== Segment start ==

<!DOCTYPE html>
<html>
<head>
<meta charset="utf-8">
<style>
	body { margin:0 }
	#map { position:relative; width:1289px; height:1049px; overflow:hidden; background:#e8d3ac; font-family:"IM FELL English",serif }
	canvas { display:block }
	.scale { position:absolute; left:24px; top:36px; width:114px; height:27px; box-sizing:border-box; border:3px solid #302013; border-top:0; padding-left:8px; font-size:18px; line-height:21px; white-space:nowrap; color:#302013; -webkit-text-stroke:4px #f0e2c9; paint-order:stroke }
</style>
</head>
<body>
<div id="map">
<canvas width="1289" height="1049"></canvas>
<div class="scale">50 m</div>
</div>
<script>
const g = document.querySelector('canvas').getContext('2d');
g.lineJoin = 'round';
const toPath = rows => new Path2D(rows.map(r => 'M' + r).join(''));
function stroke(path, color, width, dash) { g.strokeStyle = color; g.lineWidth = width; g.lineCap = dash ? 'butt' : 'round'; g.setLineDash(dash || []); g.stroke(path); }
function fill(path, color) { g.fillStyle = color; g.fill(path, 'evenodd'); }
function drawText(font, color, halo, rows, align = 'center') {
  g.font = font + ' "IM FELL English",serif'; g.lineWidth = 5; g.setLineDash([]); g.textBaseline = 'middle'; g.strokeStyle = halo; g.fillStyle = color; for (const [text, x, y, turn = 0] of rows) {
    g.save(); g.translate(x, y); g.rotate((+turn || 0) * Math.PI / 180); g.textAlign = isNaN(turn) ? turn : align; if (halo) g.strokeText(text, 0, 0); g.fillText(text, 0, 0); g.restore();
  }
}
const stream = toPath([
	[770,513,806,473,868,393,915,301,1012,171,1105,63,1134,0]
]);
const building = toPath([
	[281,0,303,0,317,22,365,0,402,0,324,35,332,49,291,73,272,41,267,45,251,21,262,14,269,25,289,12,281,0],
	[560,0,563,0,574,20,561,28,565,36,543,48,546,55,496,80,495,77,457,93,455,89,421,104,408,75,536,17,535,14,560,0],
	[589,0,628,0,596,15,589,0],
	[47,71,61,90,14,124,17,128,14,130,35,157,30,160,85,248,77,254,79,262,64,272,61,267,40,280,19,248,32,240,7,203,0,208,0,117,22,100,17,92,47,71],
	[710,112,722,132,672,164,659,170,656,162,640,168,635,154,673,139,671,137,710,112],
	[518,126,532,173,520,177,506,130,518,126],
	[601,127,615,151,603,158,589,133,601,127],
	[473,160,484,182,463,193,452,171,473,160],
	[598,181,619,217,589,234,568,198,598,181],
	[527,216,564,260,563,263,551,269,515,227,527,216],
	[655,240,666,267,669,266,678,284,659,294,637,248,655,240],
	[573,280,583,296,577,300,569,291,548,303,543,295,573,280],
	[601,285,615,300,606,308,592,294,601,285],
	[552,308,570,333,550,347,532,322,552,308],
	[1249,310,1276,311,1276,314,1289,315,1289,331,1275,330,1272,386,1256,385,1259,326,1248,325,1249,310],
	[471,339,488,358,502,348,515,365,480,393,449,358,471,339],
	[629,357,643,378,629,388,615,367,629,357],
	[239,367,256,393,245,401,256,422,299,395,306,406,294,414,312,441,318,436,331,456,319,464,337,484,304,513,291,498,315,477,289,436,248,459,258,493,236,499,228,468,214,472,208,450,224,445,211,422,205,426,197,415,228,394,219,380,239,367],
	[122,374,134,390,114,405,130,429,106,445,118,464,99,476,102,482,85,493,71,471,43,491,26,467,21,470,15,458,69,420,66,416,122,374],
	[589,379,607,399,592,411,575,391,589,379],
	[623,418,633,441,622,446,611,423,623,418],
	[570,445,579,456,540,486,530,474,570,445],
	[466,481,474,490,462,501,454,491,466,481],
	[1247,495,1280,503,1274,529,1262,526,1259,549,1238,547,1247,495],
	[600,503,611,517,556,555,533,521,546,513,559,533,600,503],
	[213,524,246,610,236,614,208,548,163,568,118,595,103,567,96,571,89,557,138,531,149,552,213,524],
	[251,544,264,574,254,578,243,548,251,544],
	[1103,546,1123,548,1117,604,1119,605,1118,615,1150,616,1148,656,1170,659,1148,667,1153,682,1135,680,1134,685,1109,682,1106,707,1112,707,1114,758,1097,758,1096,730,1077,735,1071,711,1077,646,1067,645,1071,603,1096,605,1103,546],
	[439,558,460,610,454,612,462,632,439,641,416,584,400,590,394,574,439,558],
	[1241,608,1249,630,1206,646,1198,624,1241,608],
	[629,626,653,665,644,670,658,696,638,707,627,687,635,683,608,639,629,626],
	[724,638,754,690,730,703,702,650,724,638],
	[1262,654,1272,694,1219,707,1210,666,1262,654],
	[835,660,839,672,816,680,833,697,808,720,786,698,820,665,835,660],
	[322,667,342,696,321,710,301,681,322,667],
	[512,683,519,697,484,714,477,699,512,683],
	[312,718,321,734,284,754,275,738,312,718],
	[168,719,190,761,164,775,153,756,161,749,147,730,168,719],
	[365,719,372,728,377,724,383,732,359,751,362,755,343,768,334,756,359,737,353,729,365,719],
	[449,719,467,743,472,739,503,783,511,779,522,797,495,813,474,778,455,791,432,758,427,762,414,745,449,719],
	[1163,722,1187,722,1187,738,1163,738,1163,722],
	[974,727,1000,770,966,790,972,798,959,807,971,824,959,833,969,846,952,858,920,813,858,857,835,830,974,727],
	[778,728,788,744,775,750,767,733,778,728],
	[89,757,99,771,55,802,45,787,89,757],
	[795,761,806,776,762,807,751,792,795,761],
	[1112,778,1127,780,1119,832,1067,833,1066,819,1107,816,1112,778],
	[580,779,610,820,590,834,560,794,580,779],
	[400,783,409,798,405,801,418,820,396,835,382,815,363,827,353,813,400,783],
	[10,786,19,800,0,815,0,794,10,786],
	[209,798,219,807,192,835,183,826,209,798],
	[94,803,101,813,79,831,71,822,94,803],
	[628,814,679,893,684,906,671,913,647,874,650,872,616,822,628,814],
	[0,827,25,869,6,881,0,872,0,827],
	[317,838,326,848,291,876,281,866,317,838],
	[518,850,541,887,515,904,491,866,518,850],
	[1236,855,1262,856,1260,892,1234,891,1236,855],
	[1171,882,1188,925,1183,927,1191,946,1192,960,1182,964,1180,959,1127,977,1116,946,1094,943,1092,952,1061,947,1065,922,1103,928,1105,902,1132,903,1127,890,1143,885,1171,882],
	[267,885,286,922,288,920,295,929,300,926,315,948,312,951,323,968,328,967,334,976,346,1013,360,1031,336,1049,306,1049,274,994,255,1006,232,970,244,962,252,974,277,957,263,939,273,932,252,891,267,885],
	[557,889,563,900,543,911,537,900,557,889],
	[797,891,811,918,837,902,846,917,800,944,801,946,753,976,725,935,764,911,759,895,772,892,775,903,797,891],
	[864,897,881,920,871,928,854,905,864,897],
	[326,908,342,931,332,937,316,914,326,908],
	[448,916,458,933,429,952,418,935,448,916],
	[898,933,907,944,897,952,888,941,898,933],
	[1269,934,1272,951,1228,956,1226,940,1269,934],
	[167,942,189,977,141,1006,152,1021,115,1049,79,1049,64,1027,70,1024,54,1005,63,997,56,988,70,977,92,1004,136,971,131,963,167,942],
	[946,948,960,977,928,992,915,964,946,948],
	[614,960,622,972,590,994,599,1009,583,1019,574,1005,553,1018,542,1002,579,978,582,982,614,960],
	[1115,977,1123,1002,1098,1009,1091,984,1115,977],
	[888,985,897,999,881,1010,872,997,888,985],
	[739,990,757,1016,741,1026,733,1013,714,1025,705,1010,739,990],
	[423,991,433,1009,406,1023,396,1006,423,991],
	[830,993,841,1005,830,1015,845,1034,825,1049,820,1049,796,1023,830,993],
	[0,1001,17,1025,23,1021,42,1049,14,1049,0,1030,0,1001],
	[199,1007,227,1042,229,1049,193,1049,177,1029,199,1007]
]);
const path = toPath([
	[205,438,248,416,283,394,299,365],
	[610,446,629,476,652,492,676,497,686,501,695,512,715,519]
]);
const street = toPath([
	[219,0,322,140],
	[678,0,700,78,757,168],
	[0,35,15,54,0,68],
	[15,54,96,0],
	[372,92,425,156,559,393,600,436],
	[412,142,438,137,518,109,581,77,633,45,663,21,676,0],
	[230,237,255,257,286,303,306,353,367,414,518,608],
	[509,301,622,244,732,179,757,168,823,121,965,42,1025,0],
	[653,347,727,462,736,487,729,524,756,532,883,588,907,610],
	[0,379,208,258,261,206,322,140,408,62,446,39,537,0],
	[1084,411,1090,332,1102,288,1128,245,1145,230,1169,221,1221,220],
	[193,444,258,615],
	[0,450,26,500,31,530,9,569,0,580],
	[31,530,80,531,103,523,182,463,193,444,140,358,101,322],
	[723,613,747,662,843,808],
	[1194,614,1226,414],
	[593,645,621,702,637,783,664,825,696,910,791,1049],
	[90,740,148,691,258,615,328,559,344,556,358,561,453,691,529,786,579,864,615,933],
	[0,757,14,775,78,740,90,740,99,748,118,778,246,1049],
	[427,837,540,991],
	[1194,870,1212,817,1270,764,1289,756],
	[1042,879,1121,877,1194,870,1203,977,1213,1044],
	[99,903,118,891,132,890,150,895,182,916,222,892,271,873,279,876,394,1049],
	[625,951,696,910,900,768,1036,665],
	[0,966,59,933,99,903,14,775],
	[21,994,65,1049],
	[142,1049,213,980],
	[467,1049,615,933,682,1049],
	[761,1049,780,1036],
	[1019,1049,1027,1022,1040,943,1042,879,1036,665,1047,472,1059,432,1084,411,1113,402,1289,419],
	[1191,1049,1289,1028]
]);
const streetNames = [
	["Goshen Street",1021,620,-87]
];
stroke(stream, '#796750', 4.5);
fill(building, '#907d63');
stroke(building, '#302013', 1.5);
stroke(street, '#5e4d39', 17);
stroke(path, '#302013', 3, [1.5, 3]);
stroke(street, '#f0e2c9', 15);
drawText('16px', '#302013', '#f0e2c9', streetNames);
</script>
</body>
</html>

== Segment end ==

Go through the listing above and find each line containing the string "canvas"; copy those lines.

**COMPLETED TASK:**
	canvas { display:block }
<canvas width="1289" height="1049"></canvas>
const g = document.querySelector('canvas').getContext('2d');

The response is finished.